ABOUT THIS TASK
Select and reproduce each line of the listing below that bears the string "shadow".

PROVIDED INFORMATION

↓

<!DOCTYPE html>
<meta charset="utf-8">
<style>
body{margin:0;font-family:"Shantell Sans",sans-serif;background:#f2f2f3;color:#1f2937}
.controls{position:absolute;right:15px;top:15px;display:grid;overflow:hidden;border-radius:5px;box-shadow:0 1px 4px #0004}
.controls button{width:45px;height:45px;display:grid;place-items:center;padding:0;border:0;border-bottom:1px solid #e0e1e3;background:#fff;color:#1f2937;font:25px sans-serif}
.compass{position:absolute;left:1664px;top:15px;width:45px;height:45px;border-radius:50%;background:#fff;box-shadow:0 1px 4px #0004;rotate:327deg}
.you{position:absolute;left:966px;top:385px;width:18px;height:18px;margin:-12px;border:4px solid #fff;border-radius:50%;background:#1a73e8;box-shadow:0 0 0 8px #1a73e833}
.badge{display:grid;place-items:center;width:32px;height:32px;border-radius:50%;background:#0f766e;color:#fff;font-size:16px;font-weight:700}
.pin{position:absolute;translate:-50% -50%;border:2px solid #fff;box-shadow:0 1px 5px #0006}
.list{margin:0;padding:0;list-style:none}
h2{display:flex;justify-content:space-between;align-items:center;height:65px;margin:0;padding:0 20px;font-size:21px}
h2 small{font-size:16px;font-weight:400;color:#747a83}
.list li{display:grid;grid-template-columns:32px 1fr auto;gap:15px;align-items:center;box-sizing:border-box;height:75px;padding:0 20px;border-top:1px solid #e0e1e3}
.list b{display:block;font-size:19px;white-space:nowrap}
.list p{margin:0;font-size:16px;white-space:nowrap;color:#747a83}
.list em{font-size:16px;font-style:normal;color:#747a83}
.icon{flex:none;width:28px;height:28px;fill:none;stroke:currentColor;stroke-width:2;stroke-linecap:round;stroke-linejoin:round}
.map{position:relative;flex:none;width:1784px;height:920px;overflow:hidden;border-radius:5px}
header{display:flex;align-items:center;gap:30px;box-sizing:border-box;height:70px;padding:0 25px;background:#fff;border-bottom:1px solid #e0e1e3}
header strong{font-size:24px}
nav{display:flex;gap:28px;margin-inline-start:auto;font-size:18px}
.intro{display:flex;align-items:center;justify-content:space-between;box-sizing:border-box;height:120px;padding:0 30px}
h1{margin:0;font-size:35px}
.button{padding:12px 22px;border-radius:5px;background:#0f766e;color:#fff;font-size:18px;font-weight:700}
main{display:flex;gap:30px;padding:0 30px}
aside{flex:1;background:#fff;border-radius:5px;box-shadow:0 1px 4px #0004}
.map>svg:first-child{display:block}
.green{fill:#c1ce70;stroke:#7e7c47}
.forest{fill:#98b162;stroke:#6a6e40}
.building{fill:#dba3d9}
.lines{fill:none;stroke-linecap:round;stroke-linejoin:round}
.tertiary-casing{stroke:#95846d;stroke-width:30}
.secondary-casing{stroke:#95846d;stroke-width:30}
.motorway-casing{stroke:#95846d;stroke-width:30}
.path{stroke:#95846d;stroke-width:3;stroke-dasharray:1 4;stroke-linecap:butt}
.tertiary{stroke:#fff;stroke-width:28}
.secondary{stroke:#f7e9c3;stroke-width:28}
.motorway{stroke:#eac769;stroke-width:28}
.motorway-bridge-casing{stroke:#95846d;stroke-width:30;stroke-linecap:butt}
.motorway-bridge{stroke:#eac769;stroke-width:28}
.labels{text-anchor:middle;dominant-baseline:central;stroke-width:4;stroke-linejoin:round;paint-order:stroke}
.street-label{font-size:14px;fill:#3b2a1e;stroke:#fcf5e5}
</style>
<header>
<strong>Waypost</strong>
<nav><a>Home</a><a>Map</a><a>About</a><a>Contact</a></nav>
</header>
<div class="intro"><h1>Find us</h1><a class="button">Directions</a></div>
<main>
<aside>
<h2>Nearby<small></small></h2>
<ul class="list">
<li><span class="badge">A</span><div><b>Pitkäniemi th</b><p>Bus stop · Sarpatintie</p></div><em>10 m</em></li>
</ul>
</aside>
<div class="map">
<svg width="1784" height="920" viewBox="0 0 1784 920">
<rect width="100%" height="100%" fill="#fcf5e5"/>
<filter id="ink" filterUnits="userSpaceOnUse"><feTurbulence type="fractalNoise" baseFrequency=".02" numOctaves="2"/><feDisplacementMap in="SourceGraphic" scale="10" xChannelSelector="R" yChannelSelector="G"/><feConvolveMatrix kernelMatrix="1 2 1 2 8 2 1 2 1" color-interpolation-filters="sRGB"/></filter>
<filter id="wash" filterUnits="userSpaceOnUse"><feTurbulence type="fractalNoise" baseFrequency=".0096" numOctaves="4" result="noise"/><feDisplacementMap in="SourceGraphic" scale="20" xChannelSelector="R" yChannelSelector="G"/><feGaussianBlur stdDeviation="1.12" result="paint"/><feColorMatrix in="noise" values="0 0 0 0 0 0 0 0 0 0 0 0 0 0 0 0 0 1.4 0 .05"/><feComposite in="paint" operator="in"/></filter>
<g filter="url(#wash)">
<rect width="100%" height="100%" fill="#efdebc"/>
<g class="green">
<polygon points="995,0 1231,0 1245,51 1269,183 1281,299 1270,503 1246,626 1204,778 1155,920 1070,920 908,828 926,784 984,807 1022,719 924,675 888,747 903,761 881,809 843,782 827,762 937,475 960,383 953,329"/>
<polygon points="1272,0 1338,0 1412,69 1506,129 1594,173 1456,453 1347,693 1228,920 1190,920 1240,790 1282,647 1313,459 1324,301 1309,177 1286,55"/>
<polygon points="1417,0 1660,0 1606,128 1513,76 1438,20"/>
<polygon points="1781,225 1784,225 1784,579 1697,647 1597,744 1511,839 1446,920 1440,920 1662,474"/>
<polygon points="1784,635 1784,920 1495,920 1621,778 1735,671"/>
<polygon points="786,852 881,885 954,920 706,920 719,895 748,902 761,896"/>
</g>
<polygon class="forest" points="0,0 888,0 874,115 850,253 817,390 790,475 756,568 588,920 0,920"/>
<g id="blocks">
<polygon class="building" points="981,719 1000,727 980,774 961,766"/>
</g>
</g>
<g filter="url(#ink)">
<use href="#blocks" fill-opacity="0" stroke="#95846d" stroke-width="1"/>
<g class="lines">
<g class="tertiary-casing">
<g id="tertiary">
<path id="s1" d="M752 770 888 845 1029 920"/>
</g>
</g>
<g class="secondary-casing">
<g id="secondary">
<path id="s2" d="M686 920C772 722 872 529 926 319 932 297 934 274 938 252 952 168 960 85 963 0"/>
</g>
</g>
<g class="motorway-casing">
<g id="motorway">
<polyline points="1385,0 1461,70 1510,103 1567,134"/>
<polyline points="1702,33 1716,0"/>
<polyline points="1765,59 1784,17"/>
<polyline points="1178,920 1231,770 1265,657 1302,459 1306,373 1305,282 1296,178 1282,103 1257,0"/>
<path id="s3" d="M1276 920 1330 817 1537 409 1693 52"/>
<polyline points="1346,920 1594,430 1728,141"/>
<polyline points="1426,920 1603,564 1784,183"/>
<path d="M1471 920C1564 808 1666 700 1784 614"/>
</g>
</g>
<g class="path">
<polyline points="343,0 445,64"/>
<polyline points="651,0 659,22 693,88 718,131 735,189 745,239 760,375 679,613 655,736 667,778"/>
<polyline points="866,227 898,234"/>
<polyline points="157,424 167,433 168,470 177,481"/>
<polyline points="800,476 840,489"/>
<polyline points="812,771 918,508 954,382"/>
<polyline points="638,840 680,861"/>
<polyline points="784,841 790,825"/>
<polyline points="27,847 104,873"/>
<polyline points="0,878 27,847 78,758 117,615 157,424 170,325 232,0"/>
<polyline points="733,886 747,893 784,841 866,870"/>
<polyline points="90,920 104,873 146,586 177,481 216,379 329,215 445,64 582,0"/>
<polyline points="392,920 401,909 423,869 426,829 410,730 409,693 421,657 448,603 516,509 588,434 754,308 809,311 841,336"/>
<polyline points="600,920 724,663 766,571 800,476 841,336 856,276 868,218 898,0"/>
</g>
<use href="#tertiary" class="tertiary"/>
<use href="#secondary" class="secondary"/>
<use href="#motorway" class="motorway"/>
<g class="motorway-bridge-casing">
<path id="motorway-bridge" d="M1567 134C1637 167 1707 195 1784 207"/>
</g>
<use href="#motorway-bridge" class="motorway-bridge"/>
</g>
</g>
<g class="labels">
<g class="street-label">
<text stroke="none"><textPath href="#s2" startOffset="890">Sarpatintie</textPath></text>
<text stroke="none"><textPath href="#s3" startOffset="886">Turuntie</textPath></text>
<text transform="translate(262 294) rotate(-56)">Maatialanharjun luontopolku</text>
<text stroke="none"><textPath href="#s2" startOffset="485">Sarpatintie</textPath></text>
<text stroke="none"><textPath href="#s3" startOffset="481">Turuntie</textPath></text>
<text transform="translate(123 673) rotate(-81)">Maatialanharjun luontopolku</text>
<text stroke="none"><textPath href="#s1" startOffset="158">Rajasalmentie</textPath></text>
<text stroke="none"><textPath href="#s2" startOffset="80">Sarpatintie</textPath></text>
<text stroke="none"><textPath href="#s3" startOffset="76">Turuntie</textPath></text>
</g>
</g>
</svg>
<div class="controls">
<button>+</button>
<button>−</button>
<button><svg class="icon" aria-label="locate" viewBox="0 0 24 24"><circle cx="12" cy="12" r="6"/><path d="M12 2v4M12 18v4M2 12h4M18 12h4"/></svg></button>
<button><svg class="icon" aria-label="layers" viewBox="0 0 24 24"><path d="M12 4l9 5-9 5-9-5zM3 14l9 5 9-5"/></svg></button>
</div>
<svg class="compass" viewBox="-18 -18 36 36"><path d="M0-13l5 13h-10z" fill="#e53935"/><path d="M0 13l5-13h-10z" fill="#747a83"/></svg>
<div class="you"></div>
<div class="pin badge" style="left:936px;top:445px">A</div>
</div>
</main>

↑

TASK RESULT
.controls{position:absolute;right:15px;top:15px;display:grid;overflow:hidden;border-radius:5px;box-shadow:0 1px 4px #0004}
.compass{position:absolute;left:1664px;top:15px;width:45px;height:45px;border-radius:50%;background:#fff;box-shadow:0 1px 4px #0004;rotate:327deg}
.you{position:absolute;left:966px;top:385px;width:18px;height:18px;margin:-12px;border:4px solid #fff;border-radius:50%;background:#1a73e8;box-shadow:0 0 0 8px #1a73e833}
.pin{position:absolute;translate:-50% -50%;border:2px solid #fff;box-shadow:0 1px 5px #0006}
aside{flex:1;background:#fff;border-radius:5px;box-shadow:0 1px 4px #0004}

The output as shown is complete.